Assignment: Starting at the line that has "M0 465 10 466" and stopping after the line that has "M0 650 8 662 10 672", reproduce the listing below exactly; omit everything else.

Data to use:
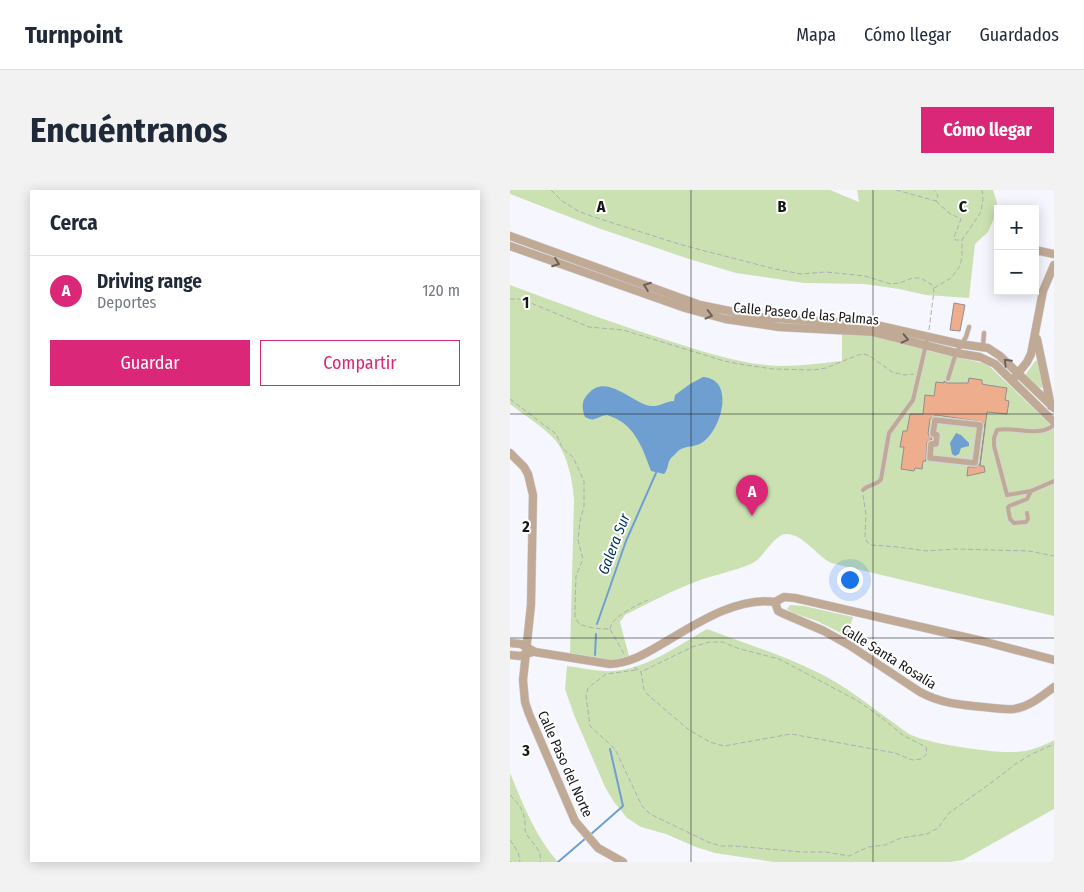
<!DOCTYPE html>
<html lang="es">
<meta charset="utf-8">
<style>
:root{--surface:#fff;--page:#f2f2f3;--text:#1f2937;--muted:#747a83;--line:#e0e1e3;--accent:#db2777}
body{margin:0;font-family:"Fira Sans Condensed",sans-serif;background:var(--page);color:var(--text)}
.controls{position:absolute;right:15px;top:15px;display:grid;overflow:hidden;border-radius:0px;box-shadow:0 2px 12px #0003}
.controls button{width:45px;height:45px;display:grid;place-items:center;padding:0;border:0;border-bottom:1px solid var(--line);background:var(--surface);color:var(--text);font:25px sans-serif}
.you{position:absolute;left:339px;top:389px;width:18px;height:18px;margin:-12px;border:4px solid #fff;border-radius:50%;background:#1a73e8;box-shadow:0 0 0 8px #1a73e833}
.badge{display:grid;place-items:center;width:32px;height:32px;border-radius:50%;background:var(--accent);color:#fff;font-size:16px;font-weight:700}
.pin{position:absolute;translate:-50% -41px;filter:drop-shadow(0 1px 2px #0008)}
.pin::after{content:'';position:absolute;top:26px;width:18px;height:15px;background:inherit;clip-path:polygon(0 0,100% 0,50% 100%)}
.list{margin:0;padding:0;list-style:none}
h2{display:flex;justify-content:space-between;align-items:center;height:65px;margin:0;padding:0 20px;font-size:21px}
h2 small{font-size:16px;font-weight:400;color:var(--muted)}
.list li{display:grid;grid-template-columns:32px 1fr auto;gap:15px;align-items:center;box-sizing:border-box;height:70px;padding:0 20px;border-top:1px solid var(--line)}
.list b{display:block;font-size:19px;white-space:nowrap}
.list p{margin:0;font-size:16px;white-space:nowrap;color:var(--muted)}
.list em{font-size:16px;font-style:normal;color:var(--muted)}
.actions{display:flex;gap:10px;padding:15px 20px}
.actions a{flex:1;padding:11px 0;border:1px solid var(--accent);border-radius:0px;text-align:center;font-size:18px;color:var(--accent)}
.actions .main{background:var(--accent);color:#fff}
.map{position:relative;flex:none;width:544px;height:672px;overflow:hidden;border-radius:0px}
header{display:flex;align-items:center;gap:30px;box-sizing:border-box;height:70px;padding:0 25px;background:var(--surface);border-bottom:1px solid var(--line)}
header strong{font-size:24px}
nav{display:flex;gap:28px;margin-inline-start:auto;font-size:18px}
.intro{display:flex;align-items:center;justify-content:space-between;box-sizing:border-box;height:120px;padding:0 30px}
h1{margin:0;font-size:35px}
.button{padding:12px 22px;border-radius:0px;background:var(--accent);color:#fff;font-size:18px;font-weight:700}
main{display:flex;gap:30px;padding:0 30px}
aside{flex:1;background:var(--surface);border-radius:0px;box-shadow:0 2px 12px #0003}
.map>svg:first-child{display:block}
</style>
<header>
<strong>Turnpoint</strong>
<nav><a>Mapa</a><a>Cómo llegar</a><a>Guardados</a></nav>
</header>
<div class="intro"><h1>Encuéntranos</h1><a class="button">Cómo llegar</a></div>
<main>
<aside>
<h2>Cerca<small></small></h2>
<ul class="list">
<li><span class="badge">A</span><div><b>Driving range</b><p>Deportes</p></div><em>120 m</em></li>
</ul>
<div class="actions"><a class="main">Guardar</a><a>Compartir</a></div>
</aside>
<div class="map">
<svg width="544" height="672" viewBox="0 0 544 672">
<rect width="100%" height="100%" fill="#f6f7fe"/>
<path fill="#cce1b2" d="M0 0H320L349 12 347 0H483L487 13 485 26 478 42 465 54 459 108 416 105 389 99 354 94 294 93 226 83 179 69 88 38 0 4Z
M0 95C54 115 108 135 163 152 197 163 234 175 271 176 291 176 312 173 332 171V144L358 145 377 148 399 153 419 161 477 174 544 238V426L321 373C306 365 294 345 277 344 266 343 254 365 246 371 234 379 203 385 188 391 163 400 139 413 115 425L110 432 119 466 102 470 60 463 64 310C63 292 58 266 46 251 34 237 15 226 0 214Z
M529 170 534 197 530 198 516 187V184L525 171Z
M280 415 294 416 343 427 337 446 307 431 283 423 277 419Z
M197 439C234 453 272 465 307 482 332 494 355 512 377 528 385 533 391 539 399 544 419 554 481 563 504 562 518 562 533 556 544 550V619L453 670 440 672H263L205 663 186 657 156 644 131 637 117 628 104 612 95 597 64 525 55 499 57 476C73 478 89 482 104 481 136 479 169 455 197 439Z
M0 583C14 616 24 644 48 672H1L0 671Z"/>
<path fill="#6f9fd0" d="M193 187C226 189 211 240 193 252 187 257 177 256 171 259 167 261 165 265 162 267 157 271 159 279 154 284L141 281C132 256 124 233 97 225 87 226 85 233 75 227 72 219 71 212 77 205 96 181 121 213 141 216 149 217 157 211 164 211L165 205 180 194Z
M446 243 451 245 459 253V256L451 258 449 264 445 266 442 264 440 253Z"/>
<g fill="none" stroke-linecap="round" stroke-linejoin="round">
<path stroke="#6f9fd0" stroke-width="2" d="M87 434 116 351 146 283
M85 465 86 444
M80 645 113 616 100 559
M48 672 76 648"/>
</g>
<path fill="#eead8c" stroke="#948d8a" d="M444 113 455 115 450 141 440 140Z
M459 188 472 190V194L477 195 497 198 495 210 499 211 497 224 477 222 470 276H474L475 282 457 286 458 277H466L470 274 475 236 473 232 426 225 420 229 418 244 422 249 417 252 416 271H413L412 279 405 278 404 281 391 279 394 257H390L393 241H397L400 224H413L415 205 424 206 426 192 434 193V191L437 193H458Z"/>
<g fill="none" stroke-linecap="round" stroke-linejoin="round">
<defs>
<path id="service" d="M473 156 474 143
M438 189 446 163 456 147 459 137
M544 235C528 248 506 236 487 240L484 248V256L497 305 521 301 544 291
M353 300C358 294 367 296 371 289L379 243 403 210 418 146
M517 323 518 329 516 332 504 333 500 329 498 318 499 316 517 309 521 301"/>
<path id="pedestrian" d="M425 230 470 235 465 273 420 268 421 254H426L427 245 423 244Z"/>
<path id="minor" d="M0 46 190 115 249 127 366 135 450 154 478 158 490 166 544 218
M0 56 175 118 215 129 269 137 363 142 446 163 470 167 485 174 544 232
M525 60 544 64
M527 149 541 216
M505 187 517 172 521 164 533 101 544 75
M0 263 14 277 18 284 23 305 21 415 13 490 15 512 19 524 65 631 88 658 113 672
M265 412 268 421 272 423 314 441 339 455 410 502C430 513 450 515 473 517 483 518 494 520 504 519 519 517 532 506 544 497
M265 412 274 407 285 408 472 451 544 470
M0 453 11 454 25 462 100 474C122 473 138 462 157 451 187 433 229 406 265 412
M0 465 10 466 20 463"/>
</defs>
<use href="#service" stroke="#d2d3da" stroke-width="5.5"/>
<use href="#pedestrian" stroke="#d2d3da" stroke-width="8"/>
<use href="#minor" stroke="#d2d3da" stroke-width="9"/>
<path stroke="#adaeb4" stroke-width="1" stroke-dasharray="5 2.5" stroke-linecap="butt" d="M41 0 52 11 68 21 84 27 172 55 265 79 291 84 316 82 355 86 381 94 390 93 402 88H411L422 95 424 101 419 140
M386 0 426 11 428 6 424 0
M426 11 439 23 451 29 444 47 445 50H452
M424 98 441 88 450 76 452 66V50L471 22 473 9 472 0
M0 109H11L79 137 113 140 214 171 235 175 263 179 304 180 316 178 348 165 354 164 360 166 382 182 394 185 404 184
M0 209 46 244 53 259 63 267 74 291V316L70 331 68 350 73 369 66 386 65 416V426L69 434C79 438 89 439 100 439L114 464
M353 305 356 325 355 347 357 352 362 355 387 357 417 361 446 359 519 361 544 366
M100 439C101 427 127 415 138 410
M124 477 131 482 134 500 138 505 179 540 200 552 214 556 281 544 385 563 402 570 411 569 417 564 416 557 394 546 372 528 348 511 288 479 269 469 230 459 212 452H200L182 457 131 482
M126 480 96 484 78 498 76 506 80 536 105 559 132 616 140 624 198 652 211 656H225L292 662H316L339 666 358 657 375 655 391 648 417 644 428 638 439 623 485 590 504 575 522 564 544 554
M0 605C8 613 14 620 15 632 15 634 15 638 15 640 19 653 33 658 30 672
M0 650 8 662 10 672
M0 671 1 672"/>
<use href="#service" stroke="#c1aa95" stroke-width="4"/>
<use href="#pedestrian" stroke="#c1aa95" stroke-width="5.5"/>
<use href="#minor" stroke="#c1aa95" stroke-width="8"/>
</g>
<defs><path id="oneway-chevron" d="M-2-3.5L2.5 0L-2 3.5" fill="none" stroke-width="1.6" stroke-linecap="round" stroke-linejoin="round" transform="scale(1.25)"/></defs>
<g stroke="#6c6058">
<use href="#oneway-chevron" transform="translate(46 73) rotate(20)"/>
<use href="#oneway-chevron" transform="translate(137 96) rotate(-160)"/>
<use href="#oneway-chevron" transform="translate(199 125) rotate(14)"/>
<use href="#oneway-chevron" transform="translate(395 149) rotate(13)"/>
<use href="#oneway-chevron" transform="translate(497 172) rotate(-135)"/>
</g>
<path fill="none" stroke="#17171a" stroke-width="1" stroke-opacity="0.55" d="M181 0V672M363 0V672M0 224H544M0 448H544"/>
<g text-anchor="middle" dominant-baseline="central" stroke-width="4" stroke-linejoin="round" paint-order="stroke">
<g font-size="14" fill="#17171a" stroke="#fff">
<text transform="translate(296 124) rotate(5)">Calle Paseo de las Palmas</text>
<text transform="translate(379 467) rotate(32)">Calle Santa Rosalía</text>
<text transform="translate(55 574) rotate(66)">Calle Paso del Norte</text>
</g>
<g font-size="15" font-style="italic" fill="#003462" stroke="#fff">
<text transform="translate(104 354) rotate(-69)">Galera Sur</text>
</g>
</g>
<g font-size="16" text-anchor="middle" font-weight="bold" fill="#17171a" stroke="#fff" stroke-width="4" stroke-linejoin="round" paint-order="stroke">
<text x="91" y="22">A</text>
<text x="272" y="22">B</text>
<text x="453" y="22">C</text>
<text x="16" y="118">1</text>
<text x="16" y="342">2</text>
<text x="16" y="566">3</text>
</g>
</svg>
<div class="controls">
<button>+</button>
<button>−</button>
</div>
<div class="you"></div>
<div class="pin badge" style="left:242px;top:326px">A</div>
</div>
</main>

Answer box:
M0 465 10 466 20 463"/>
</defs>
<use href="#service" stroke="#d2d3da" stroke-width="5.5"/>
<use href="#pedestrian" stroke="#d2d3da" stroke-width="8"/>
<use href="#minor" stroke="#d2d3da" stroke-width="9"/>
<path stroke="#adaeb4" stroke-width="1" stroke-dasharray="5 2.5" stroke-linecap="butt" d="M41 0 52 11 68 21 84 27 172 55 265 79 291 84 316 82 355 86 381 94 390 93 402 88H411L422 95 424 101 419 140
M386 0 426 11 428 6 424 0
M426 11 439 23 451 29 444 47 445 50H452
M424 98 441 88 450 76 452 66V50L471 22 473 9 472 0
M0 109H11L79 137 113 140 214 171 235 175 263 179 304 180 316 178 348 165 354 164 360 166 382 182 394 185 404 184
M0 209 46 244 53 259 63 267 74 291V316L70 331 68 350 73 369 66 386 65 416V426L69 434C79 438 89 439 100 439L114 464
M353 305 356 325 355 347 357 352 362 355 387 357 417 361 446 359 519 361 544 366
M100 439C101 427 127 415 138 410
M124 477 131 482 134 500 138 505 179 540 200 552 214 556 281 544 385 563 402 570 411 569 417 564 416 557 394 546 372 528 348 511 288 479 269 469 230 459 212 452H200L182 457 131 482
M126 480 96 484 78 498 76 506 80 536 105 559 132 616 140 624 198 652 211 656H225L292 662H316L339 666 358 657 375 655 391 648 417 644 428 638 439 623 485 590 504 575 522 564 544 554
M0 605C8 613 14 620 15 632 15 634 15 638 15 640 19 653 33 658 30 672
M0 650 8 662 10 672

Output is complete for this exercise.